- _Assignment_
Since the copy must hold text only, transcribe the data below exactly and omit the images.

--- Stored data Enclosed Below ---

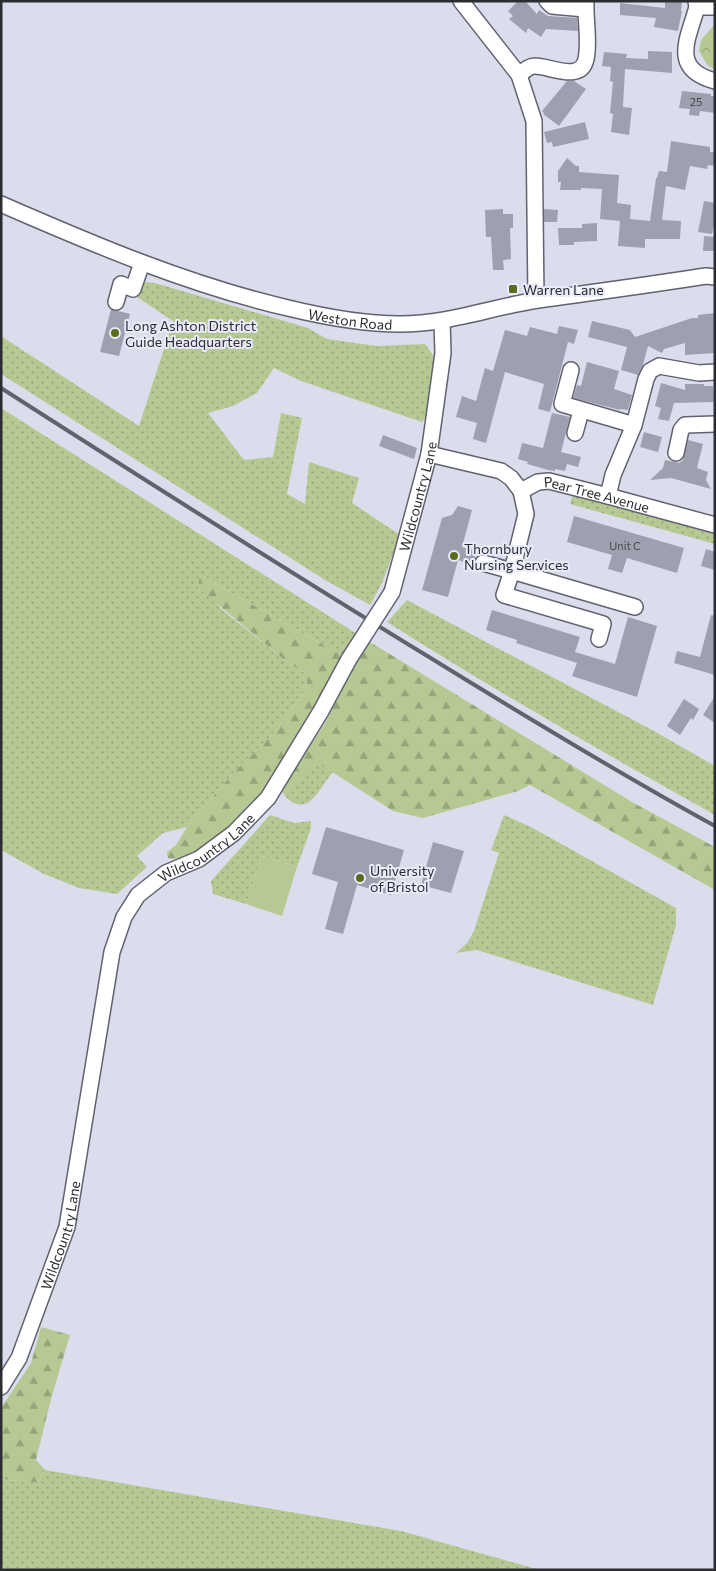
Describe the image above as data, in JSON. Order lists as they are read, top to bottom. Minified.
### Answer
{"streets":{"street":["Weston Road","Wildcountry Lane","Pear Tree Avenue"]},"crossings":[["Weston Road","Wildcountry Lane"]],"places":{"transit":["Warren Lane"],"other":["Long Ashton District Guide Headquarters","Thornbury Nursing Services","University of Bristol"]},"house_numbers":["25","Unit C"]}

--- End of Enclosed Stored data ---

- _Task answer_
Describe the image above as data, in JSON. Order lists as they are read, top to bottom. Minified.
### Answer
{"streets":{"street":["Weston Road","Wildcountry Lane","Pear Tree Avenue"]},"crossings":[["Weston Road","Wildcountry Lane"]],"places":{"transit":["Warren Lane"],"other":["Long Ashton District Guide Headquarters","Thornbury Nursing Services","University of Bristol"]},"house_numbers":["25","Unit C"]}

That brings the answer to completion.